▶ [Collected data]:
==========

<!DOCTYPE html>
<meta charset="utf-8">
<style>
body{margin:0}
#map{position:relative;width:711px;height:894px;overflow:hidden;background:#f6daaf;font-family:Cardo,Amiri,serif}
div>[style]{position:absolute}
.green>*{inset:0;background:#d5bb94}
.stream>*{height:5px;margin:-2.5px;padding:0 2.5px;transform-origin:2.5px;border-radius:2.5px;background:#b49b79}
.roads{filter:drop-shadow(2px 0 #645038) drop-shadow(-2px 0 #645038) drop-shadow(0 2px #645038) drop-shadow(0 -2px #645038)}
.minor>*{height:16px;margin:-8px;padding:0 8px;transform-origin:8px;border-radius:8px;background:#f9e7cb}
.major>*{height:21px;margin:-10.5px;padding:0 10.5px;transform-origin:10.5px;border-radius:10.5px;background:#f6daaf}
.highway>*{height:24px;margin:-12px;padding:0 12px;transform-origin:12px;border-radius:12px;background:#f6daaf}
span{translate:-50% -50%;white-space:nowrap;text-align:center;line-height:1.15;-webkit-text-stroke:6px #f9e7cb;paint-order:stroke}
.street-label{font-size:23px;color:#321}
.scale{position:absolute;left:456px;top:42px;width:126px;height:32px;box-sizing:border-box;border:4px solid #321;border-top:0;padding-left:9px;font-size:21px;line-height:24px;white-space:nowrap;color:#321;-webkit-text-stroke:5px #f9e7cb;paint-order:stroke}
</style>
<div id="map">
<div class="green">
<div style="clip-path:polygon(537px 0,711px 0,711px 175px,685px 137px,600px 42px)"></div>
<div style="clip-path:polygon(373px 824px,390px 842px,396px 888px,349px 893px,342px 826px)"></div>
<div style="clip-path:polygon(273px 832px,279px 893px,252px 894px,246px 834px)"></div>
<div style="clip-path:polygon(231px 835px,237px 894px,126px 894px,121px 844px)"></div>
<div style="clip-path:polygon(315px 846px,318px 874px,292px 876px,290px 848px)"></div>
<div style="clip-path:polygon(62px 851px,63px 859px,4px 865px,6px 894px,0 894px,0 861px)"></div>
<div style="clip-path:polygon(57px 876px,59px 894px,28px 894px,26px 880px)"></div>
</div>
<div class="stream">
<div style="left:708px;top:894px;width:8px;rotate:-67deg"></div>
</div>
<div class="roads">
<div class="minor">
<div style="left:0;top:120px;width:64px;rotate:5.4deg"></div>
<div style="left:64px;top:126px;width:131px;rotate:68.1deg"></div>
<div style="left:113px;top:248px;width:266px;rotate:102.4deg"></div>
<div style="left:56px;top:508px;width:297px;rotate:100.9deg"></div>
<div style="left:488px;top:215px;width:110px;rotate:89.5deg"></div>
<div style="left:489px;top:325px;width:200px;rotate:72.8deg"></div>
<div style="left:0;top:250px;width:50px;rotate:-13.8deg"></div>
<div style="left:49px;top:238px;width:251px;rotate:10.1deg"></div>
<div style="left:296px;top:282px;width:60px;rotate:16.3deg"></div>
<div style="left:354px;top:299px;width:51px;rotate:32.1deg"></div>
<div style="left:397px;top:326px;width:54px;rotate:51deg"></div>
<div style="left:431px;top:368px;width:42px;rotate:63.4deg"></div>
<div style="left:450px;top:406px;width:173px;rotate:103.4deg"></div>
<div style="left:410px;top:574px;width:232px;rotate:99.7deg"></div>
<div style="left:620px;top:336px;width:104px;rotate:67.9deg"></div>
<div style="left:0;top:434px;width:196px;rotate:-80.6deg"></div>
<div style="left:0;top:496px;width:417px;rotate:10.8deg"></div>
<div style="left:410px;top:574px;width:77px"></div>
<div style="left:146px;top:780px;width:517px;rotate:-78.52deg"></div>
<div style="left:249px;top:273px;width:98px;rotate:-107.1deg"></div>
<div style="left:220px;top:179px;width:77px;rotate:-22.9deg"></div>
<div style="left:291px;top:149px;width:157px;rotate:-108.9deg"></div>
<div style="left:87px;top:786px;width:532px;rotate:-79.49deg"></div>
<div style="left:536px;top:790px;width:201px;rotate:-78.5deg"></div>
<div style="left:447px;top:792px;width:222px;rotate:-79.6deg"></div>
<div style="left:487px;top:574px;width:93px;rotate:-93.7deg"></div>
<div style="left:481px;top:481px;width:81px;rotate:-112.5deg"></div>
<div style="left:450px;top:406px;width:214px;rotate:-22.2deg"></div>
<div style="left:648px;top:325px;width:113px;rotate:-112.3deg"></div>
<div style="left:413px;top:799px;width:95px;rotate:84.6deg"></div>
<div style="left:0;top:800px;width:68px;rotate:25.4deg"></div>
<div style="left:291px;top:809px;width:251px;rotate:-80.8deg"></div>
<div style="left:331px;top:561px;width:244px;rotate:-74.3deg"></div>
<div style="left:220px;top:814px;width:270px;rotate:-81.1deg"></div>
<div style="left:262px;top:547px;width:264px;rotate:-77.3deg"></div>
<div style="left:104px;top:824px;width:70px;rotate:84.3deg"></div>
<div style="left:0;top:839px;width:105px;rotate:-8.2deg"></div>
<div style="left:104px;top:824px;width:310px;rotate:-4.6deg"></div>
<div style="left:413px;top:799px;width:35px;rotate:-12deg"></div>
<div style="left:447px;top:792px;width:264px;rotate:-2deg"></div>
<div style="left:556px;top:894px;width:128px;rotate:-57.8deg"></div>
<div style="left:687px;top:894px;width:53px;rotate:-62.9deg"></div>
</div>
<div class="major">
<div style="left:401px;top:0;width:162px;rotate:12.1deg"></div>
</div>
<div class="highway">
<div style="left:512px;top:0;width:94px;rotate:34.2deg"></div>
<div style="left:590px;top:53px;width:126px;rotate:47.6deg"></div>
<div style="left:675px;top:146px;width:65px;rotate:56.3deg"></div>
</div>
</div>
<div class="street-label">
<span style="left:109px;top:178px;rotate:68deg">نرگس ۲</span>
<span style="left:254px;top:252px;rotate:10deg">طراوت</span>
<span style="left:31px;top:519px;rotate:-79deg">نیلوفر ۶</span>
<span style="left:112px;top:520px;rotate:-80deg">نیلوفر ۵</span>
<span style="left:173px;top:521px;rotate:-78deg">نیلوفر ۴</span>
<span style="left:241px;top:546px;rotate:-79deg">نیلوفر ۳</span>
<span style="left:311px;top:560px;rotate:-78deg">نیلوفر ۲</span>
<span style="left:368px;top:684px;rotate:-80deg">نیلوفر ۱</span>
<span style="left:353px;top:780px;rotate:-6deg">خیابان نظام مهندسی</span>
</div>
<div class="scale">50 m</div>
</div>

==========

▶ [Work request]:
Reproduce exactly the lines from the beginning of the entries above up to and including the line that contains "0 #645038) drop-shadow(-2px".

▶ [Task solution]:
<!DOCTYPE html>
<meta charset="utf-8">
<style>
body{margin:0}
#map{position:relative;width:711px;height:894px;overflow:hidden;background:#f6daaf;font-family:Cardo,Amiri,serif}
div>[style]{position:absolute}
.green>*{inset:0;background:#d5bb94}
.stream>*{height:5px;margin:-2.5px;padding:0 2.5px;transform-origin:2.5px;border-radius:2.5px;background:#b49b79}
.roads{filter:drop-shadow(2px 0 #645038) drop-shadow(-2px 0 #645038) drop-shadow(0 2px #645038) drop-shadow(0 -2px #645038)}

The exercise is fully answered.